Every line below must be copied as written, except for pictures.

_ _ _ _

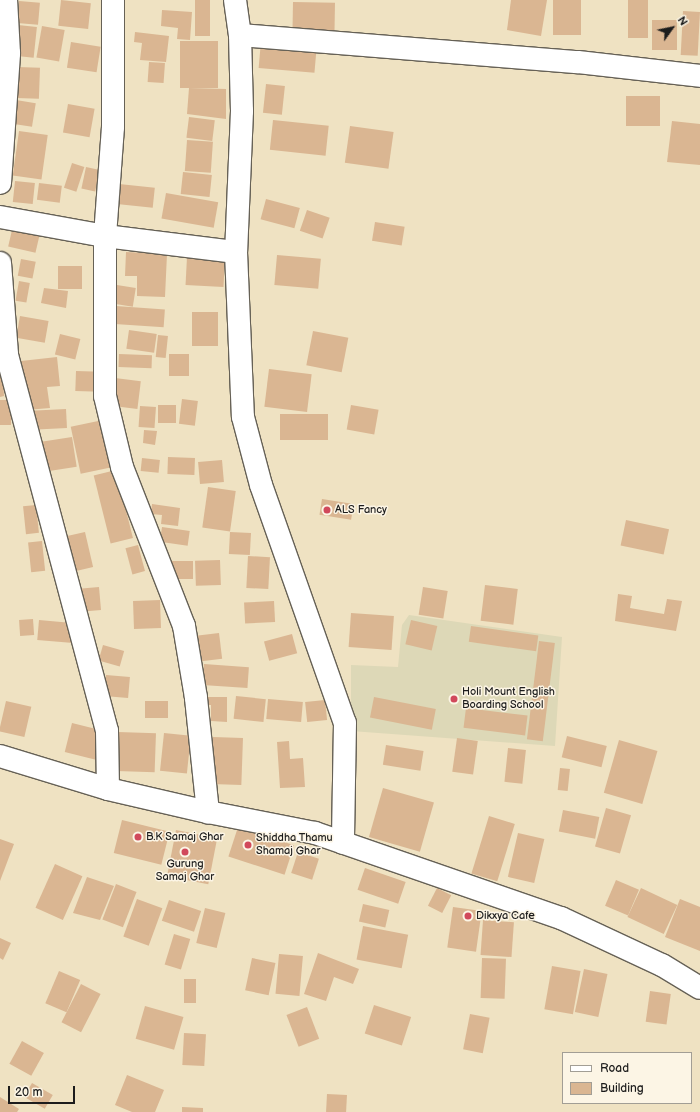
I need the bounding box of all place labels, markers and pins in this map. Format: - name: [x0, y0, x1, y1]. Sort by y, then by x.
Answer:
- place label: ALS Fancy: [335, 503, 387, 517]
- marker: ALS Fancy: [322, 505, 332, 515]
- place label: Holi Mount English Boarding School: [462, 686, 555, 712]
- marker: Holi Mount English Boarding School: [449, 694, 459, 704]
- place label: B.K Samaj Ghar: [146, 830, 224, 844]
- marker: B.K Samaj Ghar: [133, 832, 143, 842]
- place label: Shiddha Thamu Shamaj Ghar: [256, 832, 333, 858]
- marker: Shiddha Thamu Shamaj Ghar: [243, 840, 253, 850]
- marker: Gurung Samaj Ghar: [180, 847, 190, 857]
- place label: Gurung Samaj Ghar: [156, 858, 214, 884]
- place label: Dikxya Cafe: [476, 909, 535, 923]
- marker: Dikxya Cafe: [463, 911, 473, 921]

_ _ _ _

Worked solution:
I need the bounding box of all place labels, markers and pins in this map. Format: - name: [x0, y0, x1, y1]. Sort by y, then by x.
Answer:
- place label: ALS Fancy: [335, 503, 387, 517]
- marker: ALS Fancy: [322, 505, 332, 515]
- place label: Holi Mount English Boarding School: [462, 686, 555, 712]
- marker: Holi Mount English Boarding School: [449, 694, 459, 704]
- place label: B.K Samaj Ghar: [146, 830, 224, 844]
- marker: B.K Samaj Ghar: [133, 832, 143, 842]
- place label: Shiddha Thamu Shamaj Ghar: [256, 832, 333, 858]
- marker: Shiddha Thamu Shamaj Ghar: [243, 840, 253, 850]
- marker: Gurung Samaj Ghar: [180, 847, 190, 857]
- place label: Gurung Samaj Ghar: [156, 858, 214, 884]
- place label: Dikxya Cafe: [476, 909, 535, 923]
- marker: Dikxya Cafe: [463, 911, 473, 921]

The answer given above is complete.